■ What the task asks ■
Scan each line of the records for the word "card" and extract the ones that have it.

BEGIN Records to process

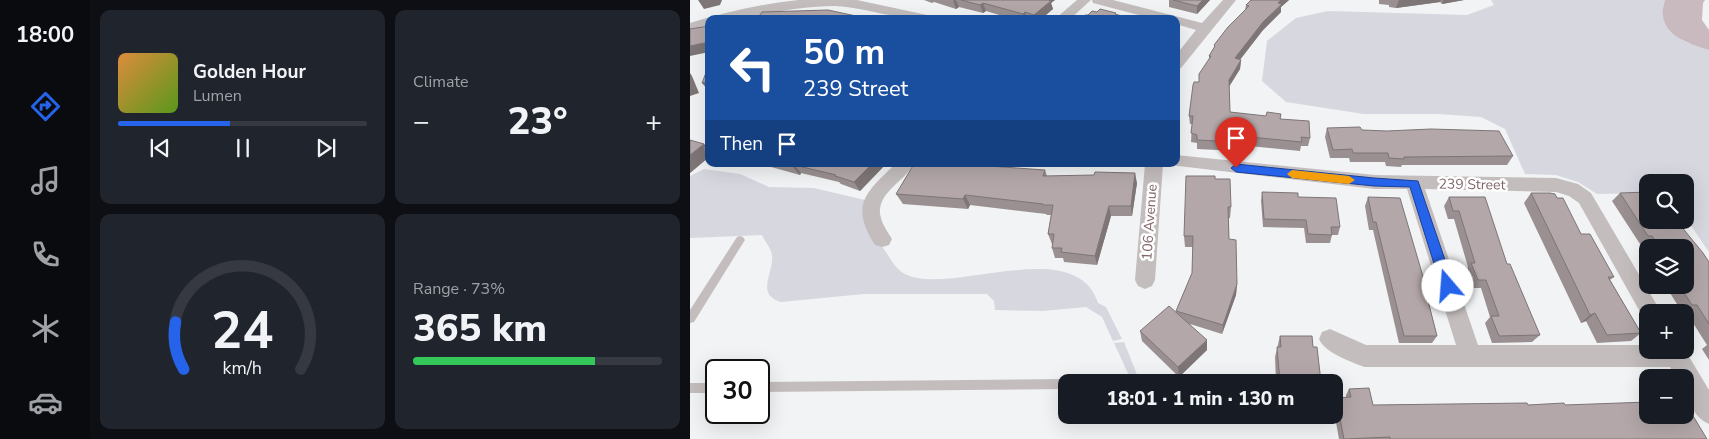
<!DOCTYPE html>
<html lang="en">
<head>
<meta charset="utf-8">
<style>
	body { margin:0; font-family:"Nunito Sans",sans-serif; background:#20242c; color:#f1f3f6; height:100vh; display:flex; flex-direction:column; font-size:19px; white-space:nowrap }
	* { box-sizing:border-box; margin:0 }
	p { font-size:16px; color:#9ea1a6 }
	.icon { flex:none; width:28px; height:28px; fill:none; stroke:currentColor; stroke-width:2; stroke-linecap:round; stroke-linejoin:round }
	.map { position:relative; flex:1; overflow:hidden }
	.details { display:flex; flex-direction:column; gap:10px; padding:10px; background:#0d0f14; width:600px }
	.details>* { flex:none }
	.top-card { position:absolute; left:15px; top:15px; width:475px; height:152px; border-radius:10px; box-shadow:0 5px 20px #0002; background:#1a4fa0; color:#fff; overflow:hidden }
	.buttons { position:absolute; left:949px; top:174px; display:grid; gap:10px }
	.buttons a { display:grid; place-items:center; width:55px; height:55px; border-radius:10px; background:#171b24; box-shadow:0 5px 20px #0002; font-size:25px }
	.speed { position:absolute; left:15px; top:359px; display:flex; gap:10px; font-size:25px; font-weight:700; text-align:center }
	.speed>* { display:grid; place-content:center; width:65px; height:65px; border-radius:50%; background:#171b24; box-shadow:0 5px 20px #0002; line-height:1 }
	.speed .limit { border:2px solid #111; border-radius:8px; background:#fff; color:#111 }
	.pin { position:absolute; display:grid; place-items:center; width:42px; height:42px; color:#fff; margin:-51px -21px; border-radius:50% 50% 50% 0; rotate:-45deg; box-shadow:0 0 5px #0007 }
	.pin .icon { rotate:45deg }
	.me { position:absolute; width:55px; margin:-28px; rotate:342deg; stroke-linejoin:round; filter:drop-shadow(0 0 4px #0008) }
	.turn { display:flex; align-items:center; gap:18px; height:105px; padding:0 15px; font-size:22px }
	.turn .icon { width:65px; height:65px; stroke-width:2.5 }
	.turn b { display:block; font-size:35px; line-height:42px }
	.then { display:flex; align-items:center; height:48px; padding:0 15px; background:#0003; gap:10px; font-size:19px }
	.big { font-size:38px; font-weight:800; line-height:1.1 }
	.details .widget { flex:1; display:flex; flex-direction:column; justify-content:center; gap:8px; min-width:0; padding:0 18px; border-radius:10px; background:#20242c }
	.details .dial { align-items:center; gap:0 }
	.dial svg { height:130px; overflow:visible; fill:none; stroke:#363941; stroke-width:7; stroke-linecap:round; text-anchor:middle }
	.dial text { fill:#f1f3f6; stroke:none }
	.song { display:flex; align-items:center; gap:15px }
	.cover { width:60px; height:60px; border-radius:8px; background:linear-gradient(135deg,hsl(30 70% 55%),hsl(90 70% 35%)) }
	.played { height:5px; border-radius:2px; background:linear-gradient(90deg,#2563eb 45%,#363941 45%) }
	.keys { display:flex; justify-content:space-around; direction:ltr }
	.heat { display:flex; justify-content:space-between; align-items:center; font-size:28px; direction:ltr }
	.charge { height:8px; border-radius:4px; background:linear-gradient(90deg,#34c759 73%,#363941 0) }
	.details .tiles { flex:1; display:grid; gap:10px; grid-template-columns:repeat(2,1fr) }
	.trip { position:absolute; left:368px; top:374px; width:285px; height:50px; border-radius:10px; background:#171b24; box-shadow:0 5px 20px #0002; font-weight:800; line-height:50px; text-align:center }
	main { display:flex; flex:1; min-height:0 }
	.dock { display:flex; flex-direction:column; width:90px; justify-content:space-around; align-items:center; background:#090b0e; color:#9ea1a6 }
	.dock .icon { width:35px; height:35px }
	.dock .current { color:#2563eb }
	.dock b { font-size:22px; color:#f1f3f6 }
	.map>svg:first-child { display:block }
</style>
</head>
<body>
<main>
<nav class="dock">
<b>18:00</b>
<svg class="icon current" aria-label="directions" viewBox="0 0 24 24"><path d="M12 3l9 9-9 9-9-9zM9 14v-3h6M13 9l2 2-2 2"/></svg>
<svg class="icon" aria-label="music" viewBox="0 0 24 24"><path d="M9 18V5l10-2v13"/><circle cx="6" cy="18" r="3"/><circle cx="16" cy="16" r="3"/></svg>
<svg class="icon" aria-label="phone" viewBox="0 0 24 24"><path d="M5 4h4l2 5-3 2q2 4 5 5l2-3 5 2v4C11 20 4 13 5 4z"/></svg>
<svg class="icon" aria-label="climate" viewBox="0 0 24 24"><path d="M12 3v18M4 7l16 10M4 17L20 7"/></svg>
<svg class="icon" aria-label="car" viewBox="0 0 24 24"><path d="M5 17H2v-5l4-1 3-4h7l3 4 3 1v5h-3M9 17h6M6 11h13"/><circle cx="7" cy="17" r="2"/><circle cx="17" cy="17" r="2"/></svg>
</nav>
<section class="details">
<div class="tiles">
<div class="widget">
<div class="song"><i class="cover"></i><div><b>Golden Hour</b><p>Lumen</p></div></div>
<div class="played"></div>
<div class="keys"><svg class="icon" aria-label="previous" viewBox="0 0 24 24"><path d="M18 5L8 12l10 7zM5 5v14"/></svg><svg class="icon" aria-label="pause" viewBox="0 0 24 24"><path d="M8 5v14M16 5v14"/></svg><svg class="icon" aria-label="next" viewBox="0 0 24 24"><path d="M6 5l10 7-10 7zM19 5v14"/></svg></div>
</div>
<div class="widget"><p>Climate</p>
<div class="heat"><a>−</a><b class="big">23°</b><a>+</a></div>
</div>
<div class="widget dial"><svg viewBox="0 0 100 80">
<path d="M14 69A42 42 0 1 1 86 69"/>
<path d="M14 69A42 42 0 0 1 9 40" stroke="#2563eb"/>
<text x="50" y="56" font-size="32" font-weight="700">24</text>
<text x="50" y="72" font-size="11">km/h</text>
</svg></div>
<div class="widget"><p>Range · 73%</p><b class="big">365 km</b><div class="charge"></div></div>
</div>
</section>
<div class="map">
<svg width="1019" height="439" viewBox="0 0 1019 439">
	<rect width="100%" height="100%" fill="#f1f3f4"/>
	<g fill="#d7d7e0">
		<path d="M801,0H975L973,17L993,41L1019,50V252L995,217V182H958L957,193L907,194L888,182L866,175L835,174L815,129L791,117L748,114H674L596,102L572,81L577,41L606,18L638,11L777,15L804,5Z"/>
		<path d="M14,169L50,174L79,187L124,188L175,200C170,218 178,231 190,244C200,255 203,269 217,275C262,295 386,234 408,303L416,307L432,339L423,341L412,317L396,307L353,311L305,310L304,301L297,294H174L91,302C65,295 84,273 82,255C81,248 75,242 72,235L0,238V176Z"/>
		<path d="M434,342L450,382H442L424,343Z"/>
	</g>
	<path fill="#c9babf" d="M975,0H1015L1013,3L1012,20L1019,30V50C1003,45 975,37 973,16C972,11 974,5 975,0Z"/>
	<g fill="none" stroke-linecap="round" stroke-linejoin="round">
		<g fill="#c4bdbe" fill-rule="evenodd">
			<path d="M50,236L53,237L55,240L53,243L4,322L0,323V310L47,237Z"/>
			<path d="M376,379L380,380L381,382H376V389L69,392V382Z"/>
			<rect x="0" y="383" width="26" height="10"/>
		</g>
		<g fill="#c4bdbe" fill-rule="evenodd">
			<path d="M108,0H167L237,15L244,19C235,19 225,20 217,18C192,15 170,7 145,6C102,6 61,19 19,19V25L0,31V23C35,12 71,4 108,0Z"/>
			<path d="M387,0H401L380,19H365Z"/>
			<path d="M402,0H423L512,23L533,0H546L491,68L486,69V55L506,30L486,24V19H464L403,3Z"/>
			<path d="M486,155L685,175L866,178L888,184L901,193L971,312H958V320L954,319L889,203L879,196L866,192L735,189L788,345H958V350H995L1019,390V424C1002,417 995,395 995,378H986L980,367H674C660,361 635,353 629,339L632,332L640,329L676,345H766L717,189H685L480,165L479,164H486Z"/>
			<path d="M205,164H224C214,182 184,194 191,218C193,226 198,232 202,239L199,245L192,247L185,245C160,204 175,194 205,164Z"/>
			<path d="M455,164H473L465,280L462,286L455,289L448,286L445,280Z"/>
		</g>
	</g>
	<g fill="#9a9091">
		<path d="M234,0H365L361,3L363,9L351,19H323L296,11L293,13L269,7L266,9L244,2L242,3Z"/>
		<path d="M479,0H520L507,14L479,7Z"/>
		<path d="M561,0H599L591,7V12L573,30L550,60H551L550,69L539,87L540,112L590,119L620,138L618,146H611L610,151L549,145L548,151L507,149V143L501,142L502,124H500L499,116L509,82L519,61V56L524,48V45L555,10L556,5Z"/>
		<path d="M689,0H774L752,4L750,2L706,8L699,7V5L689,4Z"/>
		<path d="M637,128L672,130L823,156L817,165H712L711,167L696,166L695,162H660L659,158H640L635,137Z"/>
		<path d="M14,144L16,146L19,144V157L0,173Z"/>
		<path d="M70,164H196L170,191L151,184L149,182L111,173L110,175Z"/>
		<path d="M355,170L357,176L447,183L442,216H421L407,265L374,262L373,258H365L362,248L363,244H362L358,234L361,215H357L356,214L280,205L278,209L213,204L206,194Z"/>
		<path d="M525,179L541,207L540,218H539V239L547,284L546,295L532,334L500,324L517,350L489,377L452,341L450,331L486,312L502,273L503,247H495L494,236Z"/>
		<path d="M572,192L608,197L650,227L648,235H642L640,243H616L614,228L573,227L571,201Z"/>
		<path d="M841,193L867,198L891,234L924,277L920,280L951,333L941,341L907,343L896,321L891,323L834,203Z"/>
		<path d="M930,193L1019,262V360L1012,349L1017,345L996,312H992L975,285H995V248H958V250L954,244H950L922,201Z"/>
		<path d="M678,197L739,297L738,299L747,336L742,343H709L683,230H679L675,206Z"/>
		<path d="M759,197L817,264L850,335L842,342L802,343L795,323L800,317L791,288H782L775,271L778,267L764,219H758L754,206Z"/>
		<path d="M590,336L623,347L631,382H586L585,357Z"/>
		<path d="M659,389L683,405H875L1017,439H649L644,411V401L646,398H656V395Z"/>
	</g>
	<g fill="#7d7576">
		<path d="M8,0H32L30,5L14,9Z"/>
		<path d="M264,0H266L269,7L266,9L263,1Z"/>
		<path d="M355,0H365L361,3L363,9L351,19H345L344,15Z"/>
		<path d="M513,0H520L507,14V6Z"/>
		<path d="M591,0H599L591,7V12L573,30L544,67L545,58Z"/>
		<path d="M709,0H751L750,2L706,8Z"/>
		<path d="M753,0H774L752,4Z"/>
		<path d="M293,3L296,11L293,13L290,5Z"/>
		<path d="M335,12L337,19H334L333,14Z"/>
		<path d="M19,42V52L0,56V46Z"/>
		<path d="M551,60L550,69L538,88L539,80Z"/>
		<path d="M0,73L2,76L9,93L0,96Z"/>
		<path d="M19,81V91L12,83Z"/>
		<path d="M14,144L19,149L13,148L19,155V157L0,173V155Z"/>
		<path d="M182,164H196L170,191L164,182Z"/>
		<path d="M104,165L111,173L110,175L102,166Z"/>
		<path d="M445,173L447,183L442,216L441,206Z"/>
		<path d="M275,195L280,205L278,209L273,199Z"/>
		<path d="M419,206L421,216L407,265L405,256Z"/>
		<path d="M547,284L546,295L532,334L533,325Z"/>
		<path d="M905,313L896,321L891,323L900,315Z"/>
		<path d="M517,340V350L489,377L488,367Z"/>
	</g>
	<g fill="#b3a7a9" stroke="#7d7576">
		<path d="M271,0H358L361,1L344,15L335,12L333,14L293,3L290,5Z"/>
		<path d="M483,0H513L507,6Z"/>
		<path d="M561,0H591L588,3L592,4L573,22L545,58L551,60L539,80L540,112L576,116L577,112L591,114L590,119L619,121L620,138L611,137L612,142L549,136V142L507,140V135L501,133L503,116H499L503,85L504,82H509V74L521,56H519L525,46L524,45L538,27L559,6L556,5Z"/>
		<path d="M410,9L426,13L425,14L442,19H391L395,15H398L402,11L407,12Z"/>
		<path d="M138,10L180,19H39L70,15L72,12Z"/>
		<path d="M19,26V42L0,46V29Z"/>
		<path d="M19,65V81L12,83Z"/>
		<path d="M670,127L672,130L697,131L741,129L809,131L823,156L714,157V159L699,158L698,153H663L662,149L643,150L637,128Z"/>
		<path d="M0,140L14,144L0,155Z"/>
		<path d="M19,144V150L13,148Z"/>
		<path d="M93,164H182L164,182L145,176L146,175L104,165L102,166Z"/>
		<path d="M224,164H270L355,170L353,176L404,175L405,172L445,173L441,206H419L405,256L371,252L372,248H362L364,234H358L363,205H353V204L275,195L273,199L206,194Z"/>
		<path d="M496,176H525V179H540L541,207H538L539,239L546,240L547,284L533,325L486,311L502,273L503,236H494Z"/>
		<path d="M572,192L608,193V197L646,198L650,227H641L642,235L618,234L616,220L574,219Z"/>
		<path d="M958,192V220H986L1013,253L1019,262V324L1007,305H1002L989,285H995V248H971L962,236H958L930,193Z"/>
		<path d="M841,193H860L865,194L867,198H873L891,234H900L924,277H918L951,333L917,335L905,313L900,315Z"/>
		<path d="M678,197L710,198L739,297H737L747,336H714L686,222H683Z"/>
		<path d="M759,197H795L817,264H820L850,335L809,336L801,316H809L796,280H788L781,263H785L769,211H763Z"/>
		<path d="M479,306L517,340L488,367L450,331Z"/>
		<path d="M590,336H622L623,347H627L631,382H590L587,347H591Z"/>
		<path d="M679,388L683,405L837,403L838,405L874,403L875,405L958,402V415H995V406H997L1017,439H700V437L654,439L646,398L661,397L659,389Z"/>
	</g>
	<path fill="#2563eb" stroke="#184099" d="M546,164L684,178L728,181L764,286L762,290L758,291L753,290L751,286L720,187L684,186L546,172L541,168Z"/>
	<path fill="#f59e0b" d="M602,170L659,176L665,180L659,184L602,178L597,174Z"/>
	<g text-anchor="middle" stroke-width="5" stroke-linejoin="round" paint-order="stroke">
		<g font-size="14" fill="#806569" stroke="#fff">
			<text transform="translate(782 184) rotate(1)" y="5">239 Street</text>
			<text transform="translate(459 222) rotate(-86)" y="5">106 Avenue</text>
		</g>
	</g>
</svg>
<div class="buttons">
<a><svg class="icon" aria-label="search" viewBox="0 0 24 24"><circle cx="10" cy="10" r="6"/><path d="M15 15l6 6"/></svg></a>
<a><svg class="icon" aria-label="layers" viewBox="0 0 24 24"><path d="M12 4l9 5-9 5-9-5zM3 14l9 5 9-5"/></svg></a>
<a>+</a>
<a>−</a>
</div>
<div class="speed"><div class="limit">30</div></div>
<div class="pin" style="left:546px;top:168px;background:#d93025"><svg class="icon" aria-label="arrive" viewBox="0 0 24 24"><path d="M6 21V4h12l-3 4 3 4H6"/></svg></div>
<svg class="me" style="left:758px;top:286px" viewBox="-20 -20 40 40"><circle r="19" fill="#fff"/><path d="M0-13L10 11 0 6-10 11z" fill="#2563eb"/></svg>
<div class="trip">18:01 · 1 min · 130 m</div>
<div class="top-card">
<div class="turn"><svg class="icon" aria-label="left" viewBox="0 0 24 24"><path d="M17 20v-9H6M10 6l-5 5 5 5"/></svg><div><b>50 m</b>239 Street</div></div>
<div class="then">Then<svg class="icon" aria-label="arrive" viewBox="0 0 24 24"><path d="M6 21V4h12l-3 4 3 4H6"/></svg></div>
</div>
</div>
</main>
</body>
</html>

END Records to process

■ The answer ■
	.top-card { position:absolute; left:15px; top:15px; width:475px; height:152px; border-radius:10px; box-shadow:0 5px 20px #0002; background:#1a4fa0; color:#fff; overflow:hidden }
<div class="top-card">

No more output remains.